■ WORK ORDER: Retype all of the entries word for word.
***
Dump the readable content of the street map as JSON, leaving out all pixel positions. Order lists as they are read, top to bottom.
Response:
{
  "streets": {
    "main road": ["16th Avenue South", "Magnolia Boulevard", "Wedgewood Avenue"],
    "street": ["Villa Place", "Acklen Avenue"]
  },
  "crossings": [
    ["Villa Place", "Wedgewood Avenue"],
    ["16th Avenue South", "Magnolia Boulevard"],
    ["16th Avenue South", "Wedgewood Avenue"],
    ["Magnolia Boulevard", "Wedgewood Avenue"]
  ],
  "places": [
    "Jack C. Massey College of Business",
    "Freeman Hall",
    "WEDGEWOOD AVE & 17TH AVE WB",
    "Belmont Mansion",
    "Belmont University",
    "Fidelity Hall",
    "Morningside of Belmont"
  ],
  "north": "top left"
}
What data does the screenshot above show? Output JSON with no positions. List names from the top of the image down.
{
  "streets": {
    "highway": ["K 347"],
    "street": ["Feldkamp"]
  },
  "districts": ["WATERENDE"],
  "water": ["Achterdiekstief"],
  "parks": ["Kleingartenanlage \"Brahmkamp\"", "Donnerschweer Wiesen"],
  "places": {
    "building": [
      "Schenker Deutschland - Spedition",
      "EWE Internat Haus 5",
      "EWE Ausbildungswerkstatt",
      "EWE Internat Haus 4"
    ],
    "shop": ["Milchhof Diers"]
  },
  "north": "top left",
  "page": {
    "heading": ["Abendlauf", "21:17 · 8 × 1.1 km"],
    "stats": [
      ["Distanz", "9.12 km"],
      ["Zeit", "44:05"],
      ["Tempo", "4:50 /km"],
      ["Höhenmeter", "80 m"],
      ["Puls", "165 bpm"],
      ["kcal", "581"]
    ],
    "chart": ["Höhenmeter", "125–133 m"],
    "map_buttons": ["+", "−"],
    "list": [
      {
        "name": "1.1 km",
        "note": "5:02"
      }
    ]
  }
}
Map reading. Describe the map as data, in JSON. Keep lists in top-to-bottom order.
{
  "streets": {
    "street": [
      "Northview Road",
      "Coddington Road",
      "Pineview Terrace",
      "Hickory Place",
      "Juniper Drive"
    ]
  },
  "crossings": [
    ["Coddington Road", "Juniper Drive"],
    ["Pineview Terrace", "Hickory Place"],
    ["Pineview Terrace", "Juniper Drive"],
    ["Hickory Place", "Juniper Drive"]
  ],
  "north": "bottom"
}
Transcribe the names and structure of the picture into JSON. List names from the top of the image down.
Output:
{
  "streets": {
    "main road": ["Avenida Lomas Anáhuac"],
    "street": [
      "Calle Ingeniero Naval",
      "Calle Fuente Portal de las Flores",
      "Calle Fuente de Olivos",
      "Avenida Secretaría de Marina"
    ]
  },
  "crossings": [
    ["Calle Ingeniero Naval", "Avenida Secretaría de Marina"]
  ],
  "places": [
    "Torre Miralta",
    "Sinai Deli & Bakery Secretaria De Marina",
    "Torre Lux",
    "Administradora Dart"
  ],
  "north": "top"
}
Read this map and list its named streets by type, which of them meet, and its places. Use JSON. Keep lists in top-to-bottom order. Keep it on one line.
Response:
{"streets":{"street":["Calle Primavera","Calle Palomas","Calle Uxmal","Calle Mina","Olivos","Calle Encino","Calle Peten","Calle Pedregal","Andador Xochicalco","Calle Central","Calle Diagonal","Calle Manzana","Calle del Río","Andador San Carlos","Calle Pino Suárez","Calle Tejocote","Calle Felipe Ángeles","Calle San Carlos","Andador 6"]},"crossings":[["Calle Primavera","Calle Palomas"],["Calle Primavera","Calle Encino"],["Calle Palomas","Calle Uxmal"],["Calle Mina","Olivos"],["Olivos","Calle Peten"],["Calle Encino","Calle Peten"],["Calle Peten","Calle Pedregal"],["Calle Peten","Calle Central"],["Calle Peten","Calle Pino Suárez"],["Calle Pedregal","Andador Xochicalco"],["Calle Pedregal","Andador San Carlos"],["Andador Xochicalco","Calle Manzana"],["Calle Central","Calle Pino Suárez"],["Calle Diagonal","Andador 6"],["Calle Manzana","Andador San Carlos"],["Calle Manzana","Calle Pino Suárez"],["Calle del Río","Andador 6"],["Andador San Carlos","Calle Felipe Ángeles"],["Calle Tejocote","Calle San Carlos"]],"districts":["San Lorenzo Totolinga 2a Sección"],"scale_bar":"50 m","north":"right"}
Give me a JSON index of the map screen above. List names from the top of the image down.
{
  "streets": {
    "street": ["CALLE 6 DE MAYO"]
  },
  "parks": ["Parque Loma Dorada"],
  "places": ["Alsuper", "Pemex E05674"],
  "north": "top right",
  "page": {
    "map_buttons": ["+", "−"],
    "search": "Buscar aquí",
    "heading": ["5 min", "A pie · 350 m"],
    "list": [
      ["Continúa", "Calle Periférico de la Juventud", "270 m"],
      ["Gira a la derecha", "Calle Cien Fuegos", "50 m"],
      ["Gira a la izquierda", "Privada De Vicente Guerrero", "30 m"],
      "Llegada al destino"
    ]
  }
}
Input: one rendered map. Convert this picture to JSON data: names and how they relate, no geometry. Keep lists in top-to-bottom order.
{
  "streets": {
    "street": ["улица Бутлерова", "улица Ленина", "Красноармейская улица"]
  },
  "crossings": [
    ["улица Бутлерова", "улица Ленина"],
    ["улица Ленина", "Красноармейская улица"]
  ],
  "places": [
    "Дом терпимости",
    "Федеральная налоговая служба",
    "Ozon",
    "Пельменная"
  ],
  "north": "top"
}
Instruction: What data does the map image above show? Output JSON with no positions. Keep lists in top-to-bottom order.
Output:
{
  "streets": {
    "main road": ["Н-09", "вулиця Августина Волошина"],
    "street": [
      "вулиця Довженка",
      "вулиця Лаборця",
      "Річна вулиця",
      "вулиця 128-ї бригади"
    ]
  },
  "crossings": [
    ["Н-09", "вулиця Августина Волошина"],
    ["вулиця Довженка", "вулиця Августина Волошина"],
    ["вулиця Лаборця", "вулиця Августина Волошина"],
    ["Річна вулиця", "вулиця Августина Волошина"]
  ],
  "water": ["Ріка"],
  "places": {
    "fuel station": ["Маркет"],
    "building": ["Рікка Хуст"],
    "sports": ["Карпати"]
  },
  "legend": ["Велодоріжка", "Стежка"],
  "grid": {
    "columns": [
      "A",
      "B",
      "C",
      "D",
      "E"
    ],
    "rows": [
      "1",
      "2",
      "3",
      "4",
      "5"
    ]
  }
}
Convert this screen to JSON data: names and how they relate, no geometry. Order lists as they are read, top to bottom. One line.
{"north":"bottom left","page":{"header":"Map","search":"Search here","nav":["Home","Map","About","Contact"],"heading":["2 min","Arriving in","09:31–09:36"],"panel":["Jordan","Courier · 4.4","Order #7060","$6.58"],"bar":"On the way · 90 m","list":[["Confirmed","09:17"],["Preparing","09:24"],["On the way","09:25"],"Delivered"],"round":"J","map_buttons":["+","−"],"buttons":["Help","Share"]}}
***
■ OUTPUT OF THE EXERCISE:
Dump the readable content of the street map as JSON, leaving out all pixel positions. Order lists as they are read, top to bottom.
Response:
{
  "streets": {
    "main road": ["16th Avenue South", "Magnolia Boulevard", "Wedgewood Avenue"],
    "street": ["Villa Place", "Acklen Avenue"]
  },
  "crossings": [
    ["Villa Place", "Wedgewood Avenue"],
    ["16th Avenue South", "Magnolia Boulevard"],
    ["16th Avenue South", "Wedgewood Avenue"],
    ["Magnolia Boulevard", "Wedgewood Avenue"]
  ],
  "places": [
    "Jack C. Massey College of Business",
    "Freeman Hall",
    "WEDGEWOOD AVE & 17TH AVE WB",
    "Belmont Mansion",
    "Belmont University",
    "Fidelity Hall",
    "Morningside of Belmont"
  ],
  "north": "top left"
}
What data does the screenshot above show? Output JSON with no positions. List names from the top of the image down.
{
  "streets": {
    "highway": ["K 347"],
    "street": ["Feldkamp"]
  },
  "districts": ["WATERENDE"],
  "water": ["Achterdiekstief"],
  "parks": ["Kleingartenanlage \"Brahmkamp\"", "Donnerschweer Wiesen"],
  "places": {
    "building": [
      "Schenker Deutschland - Spedition",
      "EWE Internat Haus 5",
      "EWE Ausbildungswerkstatt",
      "EWE Internat Haus 4"
    ],
    "shop": ["Milchhof Diers"]
  },
  "north": "top left",
  "page": {
    "heading": ["Abendlauf", "21:17 · 8 × 1.1 km"],
    "stats": [
      ["Distanz", "9.12 km"],
      ["Zeit", "44:05"],
      ["Tempo", "4:50 /km"],
      ["Höhenmeter", "80 m"],
      ["Puls", "165 bpm"],
      ["kcal", "581"]
    ],
    "chart": ["Höhenmeter", "125–133 m"],
    "map_buttons": ["+", "−"],
    "list": [
      {
        "name": "1.1 km",
        "note": "5:02"
      }
    ]
  }
}
Map reading. Describe the map as data, in JSON. Keep lists in top-to-bottom order.
{
  "streets": {
    "street": [
      "Northview Road",
      "Coddington Road",
      "Pineview Terrace",
      "Hickory Place",
      "Juniper Drive"
    ]
  },
  "crossings": [
    ["Coddington Road", "Juniper Drive"],
    ["Pineview Terrace", "Hickory Place"],
    ["Pineview Terrace", "Juniper Drive"],
    ["Hickory Place", "Juniper Drive"]
  ],
  "north": "bottom"
}
Transcribe the names and structure of the picture into JSON. List names from the top of the image down.
Output:
{
  "streets": {
    "main road": ["Avenida Lomas Anáhuac"],
    "street": [
      "Calle Ingeniero Naval",
      "Calle Fuente Portal de las Flores",
      "Calle Fuente de Olivos",
      "Avenida Secretaría de Marina"
    ]
  },
  "crossings": [
    ["Calle Ingeniero Naval", "Avenida Secretaría de Marina"]
  ],
  "places": [
    "Torre Miralta",
    "Sinai Deli & Bakery Secretaria De Marina",
    "Torre Lux",
    "Administradora Dart"
  ],
  "north": "top"
}
Read this map and list its named streets by type, which of them meet, and its places. Use JSON. Keep lists in top-to-bottom order. Keep it on one line.
Response:
{"streets":{"street":["Calle Primavera","Calle Palomas","Calle Uxmal","Calle Mina","Olivos","Calle Encino","Calle Peten","Calle Pedregal","Andador Xochicalco","Calle Central","Calle Diagonal","Calle Manzana","Calle del Río","Andador San Carlos","Calle Pino Suárez","Calle Tejocote","Calle Felipe Ángeles","Calle San Carlos","Andador 6"]},"crossings":[["Calle Primavera","Calle Palomas"],["Calle Primavera","Calle Encino"],["Calle Palomas","Calle Uxmal"],["Calle Mina","Olivos"],["Olivos","Calle Peten"],["Calle Encino","Calle Peten"],["Calle Peten","Calle Pedregal"],["Calle Peten","Calle Central"],["Calle Peten","Calle Pino Suárez"],["Calle Pedregal","Andador Xochicalco"],["Calle Pedregal","Andador San Carlos"],["Andador Xochicalco","Calle Manzana"],["Calle Central","Calle Pino Suárez"],["Calle Diagonal","Andador 6"],["Calle Manzana","Andador San Carlos"],["Calle Manzana","Calle Pino Suárez"],["Calle del Río","Andador 6"],["Andador San Carlos","Calle Felipe Ángeles"],["Calle Tejocote","Calle San Carlos"]],"districts":["San Lorenzo Totolinga 2a Sección"],"scale_bar":"50 m","north":"right"}
Give me a JSON index of the map screen above. List names from the top of the image down.
{
  "streets": {
    "street": ["CALLE 6 DE MAYO"]
  },
  "parks": ["Parque Loma Dorada"],
  "places": ["Alsuper", "Pemex E05674"],
  "north": "top right",
  "page": {
    "map_buttons": ["+", "−"],
    "search": "Buscar aquí",
    "heading": ["5 min", "A pie · 350 m"],
    "list": [
      ["Continúa", "Calle Periférico de la Juventud", "270 m"],
      ["Gira a la derecha", "Calle Cien Fuegos", "50 m"],
      ["Gira a la izquierda", "Privada De Vicente Guerrero", "30 m"],
      "Llegada al destino"
    ]
  }
}
Input: one rendered map. Convert this picture to JSON data: names and how they relate, no geometry. Keep lists in top-to-bottom order.
{
  "streets": {
    "street": ["улица Бутлерова", "улица Ленина", "Красноармейская улица"]
  },
  "crossings": [
    ["улица Бутлерова", "улица Ленина"],
    ["улица Ленина", "Красноармейская улица"]
  ],
  "places": [
    "Дом терпимости",
    "Федеральная налоговая служба",
    "Ozon",
    "Пельменная"
  ],
  "north": "top"
}
Instruction: What data does the map image above show? Output JSON with no positions. Keep lists in top-to-bottom order.
Output:
{
  "streets": {
    "main road": ["Н-09", "вулиця Августина Волошина"],
    "street": [
      "вулиця Довженка",
      "вулиця Лаборця",
      "Річна вулиця",
      "вулиця 128-ї бригади"
    ]
  },
  "crossings": [
    ["Н-09", "вулиця Августина Волошина"],
    ["вулиця Довженка", "вулиця Августина Волошина"],
    ["вулиця Лаборця", "вулиця Августина Волошина"],
    ["Річна вулиця", "вулиця Августина Волошина"]
  ],
  "water": ["Ріка"],
  "places": {
    "fuel station": ["Маркет"],
    "building": ["Рікка Хуст"],
    "sports": ["Карпати"]
  },
  "legend": ["Велодоріжка", "Стежка"],
  "grid": {
    "columns": [
      "A",
      "B",
      "C",
      "D",
      "E"
    ],
    "rows": [
      "1",
      "2",
      "3",
      "4",
      "5"
    ]
  }
}
Convert this screen to JSON data: names and how they relate, no geometry. Order lists as they are read, top to bottom. One line.
{"north":"bottom left","page":{"header":"Map","search":"Search here","nav":["Home","Map","About","Contact"],"heading":["2 min","Arriving in","09:31–09:36"],"panel":["Jordan","Courier · 4.4","Order #7060","$6.58"],"bar":"On the way · 90 m","list":[["Confirmed","09:17"],["Preparing","09:24"],["On the way","09:25"],"Delivered"],"round":"J","map_buttons":["+","−"],"buttons":["Help","Share"]}}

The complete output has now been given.